New Tax Rules to Encourage Shift from Gas-Powered to Eco-Friendly Vehicles

Car Tax Restructure

Automobile excise taxes are being revised to accelerate the move from gas-powered vehicles to electric and hydrogen-powered models. The Excise Department aims to balance economic growth with sustainability by using taxes as incentives.

The department will revise battery taxes, focusing on energy density and lifespan to promote efficient energy use. Plans also include introducing a carbon pricing system for oil and fuel products, which will reflect varying carbon emissions. Despite a higher tax burden on these products, the department assures it will minimize impacts on consumers.

A carbon tax proposal, set at 200 baht per tonne of carbon dioxide emissions, will be submitted to the cabinet. Tax rates will vary based on fuel types and emission levels.

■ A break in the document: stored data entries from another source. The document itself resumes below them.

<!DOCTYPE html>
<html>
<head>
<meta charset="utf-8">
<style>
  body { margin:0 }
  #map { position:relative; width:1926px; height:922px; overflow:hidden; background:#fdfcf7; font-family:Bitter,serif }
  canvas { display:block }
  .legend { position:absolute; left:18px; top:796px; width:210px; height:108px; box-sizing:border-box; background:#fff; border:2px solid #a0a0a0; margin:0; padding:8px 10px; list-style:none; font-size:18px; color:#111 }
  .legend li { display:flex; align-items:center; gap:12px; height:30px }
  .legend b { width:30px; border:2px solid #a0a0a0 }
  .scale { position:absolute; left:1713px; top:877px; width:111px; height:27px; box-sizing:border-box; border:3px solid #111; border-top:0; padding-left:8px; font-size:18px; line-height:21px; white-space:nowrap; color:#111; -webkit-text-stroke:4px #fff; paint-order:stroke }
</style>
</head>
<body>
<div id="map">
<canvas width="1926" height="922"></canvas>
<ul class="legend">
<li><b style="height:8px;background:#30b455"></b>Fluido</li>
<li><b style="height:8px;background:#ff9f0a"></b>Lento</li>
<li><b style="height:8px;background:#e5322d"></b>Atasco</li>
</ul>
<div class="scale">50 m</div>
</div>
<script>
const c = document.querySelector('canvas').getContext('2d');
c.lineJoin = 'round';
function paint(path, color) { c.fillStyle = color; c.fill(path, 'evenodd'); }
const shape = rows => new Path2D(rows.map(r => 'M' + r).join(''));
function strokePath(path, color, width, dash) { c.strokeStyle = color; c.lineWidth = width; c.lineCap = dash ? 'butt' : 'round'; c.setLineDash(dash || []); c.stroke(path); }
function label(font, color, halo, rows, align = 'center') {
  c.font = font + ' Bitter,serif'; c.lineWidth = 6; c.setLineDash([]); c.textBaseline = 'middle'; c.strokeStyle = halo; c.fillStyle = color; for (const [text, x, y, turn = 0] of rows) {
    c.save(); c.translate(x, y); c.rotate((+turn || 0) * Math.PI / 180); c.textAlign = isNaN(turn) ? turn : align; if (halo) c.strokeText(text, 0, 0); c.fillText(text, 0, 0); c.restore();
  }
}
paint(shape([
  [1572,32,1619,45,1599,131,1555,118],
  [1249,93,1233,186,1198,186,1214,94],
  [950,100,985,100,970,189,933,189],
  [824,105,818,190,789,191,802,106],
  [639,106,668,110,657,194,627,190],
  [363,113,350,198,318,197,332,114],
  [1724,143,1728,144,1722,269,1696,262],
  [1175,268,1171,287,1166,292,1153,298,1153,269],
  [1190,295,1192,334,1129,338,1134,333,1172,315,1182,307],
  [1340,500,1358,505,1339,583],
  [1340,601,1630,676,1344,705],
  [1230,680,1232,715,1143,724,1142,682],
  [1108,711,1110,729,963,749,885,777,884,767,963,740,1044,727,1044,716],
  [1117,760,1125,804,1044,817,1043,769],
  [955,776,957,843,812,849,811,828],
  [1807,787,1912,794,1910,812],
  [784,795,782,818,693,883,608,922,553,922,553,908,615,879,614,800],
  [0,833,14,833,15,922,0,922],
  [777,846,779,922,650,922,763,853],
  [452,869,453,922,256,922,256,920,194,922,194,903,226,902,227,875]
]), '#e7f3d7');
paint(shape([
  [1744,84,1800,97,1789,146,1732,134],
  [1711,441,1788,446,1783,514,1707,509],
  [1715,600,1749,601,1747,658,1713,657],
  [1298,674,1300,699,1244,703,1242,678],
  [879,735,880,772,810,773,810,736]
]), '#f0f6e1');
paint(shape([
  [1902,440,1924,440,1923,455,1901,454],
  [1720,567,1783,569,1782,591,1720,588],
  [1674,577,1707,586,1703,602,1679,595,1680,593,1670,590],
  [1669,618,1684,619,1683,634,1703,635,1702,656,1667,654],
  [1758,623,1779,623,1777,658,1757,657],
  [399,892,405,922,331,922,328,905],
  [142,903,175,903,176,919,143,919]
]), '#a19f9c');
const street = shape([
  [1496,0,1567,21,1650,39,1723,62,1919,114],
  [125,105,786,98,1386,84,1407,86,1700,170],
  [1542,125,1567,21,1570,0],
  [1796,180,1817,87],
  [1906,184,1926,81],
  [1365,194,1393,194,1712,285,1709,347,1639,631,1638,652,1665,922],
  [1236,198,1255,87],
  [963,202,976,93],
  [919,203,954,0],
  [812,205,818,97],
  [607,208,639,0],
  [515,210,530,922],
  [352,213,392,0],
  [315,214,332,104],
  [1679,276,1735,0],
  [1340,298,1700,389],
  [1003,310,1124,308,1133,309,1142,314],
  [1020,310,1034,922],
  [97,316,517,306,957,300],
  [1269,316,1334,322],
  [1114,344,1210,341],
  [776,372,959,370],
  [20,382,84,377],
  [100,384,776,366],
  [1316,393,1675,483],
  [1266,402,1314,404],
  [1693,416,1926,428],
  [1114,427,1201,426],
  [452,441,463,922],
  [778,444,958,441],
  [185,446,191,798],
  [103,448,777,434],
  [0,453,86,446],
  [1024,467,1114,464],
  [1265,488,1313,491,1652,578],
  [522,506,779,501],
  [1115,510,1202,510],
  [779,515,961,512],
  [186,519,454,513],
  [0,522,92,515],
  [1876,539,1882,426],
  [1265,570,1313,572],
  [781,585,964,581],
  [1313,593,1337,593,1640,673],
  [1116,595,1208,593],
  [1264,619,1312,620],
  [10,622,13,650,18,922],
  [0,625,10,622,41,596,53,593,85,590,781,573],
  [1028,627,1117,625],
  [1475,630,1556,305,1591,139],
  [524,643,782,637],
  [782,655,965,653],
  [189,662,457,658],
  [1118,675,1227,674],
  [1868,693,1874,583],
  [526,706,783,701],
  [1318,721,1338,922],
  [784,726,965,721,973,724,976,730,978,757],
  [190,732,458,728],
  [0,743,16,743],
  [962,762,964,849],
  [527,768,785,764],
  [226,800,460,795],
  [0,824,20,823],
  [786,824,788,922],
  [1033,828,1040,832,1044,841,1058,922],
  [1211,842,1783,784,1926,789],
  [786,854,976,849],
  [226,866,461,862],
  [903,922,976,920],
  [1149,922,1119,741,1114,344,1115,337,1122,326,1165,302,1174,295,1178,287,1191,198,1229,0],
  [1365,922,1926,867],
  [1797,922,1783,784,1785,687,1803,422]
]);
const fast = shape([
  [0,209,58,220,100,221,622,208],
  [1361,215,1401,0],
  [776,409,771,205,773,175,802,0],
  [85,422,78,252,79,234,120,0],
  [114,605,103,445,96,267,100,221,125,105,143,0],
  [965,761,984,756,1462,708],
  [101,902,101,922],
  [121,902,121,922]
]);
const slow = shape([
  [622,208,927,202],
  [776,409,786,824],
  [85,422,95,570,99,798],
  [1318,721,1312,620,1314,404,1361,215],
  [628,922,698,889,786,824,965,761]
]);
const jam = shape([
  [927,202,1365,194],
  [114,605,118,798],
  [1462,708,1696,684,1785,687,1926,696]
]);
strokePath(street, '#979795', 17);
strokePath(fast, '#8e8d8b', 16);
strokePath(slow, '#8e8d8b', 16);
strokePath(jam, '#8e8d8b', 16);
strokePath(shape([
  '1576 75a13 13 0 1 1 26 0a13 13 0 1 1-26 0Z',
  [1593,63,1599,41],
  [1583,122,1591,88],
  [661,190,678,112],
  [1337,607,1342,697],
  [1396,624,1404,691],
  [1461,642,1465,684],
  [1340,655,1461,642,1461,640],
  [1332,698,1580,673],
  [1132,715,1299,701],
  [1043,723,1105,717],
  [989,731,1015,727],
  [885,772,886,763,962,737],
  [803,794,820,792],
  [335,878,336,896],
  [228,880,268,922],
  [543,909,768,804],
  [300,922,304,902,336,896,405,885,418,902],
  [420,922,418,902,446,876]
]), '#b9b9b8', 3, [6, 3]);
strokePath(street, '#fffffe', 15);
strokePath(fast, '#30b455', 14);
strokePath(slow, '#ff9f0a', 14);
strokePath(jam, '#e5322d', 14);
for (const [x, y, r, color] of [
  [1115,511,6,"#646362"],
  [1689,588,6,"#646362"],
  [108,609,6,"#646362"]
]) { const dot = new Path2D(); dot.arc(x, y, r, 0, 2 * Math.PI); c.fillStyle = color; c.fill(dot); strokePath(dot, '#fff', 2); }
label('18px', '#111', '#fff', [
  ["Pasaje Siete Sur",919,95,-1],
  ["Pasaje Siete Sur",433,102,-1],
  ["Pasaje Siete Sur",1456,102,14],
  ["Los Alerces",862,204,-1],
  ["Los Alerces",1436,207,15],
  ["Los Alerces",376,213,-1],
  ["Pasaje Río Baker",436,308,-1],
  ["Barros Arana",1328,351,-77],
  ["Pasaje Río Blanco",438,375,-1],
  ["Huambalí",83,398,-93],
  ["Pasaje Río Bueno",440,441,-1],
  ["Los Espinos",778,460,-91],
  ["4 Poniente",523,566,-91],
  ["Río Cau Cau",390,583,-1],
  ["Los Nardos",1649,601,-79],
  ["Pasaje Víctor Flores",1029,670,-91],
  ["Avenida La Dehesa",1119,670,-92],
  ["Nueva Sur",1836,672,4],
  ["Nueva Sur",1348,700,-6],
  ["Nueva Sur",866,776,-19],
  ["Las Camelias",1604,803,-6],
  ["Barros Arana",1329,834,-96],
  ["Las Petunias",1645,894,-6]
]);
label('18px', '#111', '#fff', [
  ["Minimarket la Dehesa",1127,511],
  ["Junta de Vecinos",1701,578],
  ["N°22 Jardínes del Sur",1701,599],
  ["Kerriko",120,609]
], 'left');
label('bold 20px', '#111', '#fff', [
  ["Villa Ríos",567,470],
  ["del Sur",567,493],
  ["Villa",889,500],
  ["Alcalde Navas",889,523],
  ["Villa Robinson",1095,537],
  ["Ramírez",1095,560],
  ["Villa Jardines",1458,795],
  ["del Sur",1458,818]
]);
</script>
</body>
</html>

Hybrid and mild hybrid vehicles will benefit from low tax rates for seven years, helping the industry transition toward electric vehicles. Hybrid models emitting 100 grams of CO2 or less per kilometer will face a fixed 6% tax rate from 2026 to 2032. Those emitting between 101 and 120 grams will have a 9% tax rate.

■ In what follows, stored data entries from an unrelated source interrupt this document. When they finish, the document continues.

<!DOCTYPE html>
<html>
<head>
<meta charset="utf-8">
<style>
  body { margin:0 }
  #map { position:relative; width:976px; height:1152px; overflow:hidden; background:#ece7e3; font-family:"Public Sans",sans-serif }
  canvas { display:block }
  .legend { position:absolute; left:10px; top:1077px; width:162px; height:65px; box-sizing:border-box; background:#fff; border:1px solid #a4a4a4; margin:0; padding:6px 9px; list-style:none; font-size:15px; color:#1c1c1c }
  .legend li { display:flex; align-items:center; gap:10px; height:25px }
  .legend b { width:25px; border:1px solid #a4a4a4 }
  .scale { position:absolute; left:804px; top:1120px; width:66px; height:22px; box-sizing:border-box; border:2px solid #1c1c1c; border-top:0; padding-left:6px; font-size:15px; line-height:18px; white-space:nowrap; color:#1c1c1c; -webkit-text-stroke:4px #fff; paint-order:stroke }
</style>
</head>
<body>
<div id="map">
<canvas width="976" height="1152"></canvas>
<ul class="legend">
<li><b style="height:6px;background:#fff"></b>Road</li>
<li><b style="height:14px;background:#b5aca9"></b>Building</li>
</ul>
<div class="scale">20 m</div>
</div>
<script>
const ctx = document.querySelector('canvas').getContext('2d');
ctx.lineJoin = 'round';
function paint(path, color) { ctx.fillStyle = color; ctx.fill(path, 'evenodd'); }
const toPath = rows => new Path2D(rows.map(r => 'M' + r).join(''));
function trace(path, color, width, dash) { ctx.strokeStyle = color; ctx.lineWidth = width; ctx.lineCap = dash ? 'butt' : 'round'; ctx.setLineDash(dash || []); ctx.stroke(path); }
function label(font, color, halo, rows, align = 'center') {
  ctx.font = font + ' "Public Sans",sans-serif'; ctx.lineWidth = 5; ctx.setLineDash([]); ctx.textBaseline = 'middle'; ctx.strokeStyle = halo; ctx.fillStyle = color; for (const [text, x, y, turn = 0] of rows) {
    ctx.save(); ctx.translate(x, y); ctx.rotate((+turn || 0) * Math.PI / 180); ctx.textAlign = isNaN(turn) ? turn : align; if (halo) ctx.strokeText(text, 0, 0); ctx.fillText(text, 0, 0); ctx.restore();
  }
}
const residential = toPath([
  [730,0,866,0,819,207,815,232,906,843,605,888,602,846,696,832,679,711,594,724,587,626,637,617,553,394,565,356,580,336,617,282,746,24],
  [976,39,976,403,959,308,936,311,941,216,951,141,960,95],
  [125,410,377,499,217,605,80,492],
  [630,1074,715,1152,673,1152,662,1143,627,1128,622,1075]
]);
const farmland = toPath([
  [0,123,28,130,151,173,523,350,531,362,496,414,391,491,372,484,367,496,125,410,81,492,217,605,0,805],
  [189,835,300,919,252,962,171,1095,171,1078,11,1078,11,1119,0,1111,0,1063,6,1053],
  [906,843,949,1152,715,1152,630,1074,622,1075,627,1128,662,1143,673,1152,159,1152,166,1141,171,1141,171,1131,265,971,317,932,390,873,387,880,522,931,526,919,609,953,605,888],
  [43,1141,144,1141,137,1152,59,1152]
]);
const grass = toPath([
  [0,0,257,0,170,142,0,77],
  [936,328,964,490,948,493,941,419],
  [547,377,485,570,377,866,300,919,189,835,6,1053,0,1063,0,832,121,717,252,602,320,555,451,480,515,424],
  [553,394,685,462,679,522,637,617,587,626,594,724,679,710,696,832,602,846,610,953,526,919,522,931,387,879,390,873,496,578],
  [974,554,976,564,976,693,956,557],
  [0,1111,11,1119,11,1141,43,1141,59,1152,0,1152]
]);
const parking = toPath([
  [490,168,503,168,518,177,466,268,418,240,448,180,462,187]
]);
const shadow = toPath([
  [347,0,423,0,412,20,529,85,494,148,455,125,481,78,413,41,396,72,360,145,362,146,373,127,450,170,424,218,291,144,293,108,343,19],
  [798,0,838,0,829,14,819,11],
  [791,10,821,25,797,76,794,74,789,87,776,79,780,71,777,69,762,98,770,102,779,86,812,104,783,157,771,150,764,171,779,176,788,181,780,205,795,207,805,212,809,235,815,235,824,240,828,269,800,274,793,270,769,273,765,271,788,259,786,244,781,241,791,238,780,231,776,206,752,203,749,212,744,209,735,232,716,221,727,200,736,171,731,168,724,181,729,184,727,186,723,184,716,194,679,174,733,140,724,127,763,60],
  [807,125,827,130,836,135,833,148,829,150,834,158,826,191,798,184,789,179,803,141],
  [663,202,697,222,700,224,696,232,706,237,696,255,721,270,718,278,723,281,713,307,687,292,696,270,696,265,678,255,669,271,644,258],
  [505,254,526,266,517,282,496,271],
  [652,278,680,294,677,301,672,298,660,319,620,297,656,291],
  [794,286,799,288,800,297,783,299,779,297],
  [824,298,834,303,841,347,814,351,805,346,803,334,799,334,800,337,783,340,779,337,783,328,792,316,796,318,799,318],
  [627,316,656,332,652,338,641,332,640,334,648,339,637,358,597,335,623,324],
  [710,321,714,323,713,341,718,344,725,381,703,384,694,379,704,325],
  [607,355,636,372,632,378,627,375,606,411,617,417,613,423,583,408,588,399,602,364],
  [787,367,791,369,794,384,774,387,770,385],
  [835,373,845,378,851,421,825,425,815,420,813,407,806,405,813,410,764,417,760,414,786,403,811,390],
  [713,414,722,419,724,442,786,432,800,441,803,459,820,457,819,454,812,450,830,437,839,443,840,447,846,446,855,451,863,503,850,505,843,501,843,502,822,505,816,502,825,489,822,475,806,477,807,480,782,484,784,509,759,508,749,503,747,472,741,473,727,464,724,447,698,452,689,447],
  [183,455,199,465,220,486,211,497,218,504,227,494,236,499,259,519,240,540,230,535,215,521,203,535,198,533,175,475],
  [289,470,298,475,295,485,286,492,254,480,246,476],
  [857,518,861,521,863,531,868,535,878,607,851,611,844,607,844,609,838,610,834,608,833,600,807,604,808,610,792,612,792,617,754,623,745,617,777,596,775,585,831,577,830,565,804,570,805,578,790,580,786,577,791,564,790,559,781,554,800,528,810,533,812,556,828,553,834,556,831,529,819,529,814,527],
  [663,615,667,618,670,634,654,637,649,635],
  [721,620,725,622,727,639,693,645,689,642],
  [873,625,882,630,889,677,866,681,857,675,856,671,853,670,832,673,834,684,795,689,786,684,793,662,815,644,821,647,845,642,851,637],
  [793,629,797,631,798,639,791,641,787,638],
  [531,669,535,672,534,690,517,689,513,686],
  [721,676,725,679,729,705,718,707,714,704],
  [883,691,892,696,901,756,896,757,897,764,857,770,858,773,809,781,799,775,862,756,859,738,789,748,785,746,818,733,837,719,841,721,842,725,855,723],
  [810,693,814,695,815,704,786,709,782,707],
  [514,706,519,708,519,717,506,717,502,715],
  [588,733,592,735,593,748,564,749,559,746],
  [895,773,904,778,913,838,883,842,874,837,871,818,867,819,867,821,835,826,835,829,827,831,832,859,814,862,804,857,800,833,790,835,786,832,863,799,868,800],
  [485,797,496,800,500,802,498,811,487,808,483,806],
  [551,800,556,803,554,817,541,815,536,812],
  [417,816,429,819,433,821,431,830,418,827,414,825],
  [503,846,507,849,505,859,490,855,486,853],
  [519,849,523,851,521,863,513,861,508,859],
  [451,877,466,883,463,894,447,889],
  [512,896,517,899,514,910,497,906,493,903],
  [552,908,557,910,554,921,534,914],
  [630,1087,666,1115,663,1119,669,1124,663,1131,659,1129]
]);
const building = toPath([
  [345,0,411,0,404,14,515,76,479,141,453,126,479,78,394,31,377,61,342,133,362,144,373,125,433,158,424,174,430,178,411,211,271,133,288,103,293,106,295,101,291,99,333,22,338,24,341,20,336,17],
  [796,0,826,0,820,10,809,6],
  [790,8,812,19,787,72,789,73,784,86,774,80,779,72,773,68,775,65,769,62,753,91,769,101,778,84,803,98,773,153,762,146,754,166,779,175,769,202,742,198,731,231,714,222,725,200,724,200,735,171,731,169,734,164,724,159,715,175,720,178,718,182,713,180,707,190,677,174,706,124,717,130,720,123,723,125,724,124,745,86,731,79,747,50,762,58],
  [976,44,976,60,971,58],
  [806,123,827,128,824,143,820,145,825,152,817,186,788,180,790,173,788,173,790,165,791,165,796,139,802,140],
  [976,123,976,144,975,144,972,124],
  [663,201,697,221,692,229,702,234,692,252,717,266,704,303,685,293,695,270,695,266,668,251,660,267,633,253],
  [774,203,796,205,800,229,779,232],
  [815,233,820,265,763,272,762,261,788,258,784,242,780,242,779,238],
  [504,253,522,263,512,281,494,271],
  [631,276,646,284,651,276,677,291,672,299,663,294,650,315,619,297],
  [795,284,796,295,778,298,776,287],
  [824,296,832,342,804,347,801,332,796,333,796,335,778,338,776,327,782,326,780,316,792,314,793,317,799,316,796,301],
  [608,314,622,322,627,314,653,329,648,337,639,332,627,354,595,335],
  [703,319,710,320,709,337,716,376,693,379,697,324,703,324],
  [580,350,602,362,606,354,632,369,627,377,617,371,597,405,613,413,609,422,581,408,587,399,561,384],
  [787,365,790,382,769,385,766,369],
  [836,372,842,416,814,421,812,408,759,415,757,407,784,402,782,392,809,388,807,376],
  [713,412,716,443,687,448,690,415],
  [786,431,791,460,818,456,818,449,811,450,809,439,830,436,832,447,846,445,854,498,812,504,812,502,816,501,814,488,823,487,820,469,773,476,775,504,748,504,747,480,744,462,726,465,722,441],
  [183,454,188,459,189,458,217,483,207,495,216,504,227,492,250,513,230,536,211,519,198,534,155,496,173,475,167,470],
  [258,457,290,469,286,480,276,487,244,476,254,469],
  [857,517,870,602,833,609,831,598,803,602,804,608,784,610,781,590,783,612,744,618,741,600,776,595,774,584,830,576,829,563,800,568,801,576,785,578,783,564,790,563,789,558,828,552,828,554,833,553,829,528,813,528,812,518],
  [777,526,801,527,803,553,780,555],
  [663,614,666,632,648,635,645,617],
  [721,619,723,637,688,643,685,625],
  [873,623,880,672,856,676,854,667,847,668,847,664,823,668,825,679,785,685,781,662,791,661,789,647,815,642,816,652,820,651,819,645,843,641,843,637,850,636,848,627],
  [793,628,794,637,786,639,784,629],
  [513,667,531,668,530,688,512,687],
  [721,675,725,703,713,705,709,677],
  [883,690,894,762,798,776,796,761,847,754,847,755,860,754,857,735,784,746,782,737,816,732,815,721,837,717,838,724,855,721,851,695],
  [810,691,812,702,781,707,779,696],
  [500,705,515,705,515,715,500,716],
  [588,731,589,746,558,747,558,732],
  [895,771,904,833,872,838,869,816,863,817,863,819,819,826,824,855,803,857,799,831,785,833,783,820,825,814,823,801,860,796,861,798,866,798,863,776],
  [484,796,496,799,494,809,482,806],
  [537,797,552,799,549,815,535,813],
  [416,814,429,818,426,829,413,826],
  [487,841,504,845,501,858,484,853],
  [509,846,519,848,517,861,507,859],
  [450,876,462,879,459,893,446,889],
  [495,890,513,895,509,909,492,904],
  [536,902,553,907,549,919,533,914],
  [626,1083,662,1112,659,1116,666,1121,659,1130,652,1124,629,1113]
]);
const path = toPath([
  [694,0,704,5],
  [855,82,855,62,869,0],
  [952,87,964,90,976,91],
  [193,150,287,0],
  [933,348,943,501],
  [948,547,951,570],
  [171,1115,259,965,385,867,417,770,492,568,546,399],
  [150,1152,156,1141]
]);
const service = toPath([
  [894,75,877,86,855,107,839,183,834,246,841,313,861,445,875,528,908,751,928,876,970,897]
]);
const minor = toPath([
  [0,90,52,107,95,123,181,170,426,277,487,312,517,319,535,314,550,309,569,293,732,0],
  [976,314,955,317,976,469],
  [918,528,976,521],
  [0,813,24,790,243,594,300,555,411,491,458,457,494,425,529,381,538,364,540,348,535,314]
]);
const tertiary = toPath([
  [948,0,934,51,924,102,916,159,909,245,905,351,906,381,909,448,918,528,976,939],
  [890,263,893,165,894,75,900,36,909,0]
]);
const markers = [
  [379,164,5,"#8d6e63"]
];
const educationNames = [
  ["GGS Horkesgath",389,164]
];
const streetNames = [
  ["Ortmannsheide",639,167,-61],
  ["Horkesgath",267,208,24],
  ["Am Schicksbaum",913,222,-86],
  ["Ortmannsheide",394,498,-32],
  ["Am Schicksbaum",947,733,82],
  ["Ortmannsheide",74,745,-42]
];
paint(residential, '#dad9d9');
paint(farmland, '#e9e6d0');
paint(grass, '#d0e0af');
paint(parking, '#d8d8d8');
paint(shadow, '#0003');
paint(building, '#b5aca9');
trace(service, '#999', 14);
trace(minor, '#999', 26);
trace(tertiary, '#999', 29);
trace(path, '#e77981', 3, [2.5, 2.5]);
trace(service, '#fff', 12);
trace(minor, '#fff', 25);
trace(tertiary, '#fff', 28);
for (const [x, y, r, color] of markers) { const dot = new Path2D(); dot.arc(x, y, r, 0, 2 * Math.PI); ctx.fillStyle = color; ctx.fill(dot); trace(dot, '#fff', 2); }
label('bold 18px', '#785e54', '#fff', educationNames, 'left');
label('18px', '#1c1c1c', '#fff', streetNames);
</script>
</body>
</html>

Policies for mild hybrids, which combine gas engines with electric motors, will also support production growth. Tax rates are set at 10% for emissions below 100 grams and 12% for emissions above that threshold.

Unlike prior policies with annual rate hikes, these fixed rates create stability for manufacturers and consumers. With Thailand positioned as a potential hub for hybrid and EV production, the measures align with global sustainability trends.